I had SaH in `08 and am still in constant pain at the wound site and was left with an ABI.
I,d like to hear from antone else who has been through this and find out how they are dealing with this life changing (for me it was) experience !!!
I had SaH in `08 and am still in constant pain at the wound site and was left with an ABI.
I,d like to hear from antone else who has been through this and find out how they are dealing with this life changing (for me it was) experience !!!
i had my sah in 2007 however and you probably dont want to hea this but my head apart from a ridge in my skull is pretty tidy i until 2008 oct of suffered blinding headaches but with medication these stopped i sometimes get them now when i am dehydrated tired or stressed my only adise is to see a doctor or neurolygist life will change massivly i went from lots of money to benefits but i enjoy the support of family and friends having seen first hand the abject poverty in africa and india i am lucky i have a roof over my head food in my stomach every day if not family makes sure i do my pain was short lived sorry if this not helpfull but good luck with your further recovery neil
I have a scar the same as yours but from planned surgery to reduce he size of a tumour, I do not suffer from head aches, but it took a long time for the sensation of the skin on my head and right side of my face to recover, even now there is part of the skin on my head that I cannot feel. Worst was when I wanted to scratch and itch but could not feel my hand on my head. Fortunatly this has subsided
Hi
I had my SAH just over a year ago, the feeling on scar is still not completely back and the metalwork by my temple is always sore! Luckily I do not get many headaches.
Take care, Linda
Hi, The metalwork can be removed under local.

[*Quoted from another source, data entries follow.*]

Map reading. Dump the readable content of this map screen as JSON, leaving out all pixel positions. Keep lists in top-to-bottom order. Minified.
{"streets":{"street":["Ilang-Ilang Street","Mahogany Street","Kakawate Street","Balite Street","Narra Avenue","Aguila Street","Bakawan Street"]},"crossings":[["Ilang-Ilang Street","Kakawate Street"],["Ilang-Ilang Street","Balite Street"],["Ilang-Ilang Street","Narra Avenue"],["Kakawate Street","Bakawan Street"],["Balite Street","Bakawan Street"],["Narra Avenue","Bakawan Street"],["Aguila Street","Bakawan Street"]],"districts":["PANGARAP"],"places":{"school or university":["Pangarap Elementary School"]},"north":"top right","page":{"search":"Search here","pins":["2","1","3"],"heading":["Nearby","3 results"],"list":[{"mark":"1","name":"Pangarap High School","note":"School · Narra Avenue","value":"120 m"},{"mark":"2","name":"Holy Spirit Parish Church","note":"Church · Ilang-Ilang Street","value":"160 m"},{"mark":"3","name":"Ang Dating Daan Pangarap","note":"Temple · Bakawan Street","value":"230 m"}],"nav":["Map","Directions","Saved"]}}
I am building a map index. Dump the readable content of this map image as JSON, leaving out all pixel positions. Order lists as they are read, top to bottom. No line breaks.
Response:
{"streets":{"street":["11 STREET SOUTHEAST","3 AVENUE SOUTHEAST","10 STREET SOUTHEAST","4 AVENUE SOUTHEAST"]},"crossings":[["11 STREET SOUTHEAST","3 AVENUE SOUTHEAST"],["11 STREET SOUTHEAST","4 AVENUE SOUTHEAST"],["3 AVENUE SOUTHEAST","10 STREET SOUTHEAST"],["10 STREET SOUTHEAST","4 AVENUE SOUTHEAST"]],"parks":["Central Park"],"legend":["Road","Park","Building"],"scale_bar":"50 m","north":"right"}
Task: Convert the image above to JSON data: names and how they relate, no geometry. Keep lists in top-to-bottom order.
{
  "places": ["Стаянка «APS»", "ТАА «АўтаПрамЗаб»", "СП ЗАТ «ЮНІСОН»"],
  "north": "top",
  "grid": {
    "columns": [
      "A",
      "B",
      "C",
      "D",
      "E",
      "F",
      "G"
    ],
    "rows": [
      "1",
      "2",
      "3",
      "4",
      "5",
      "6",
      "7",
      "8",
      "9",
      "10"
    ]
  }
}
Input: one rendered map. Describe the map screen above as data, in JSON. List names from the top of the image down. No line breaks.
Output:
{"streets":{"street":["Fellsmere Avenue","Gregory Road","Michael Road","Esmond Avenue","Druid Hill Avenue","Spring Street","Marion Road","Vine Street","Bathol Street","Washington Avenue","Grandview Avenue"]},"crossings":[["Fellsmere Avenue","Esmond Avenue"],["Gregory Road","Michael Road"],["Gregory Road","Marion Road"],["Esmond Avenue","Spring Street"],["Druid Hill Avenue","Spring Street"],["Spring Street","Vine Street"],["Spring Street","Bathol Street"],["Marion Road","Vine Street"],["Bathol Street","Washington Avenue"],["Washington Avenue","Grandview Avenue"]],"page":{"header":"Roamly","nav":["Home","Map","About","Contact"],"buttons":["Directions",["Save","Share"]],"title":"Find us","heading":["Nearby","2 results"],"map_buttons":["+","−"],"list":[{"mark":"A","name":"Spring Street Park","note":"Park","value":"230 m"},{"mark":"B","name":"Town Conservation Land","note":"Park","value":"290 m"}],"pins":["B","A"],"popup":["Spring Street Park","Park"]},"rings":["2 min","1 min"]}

I had 2 of the 4 plates removed after a year but the back two seem ok to leave .
I begin a Pain management course Jan 4th which includes having tailored analgesia.
I hope some good will come of it and will post updates,
I have recovered pretty well except I have LHS paralysis. Hence I am in a wheelchair.
Fortunately it did not seem to affect my ability to talk, eat, think. I have a very supportive family and friends.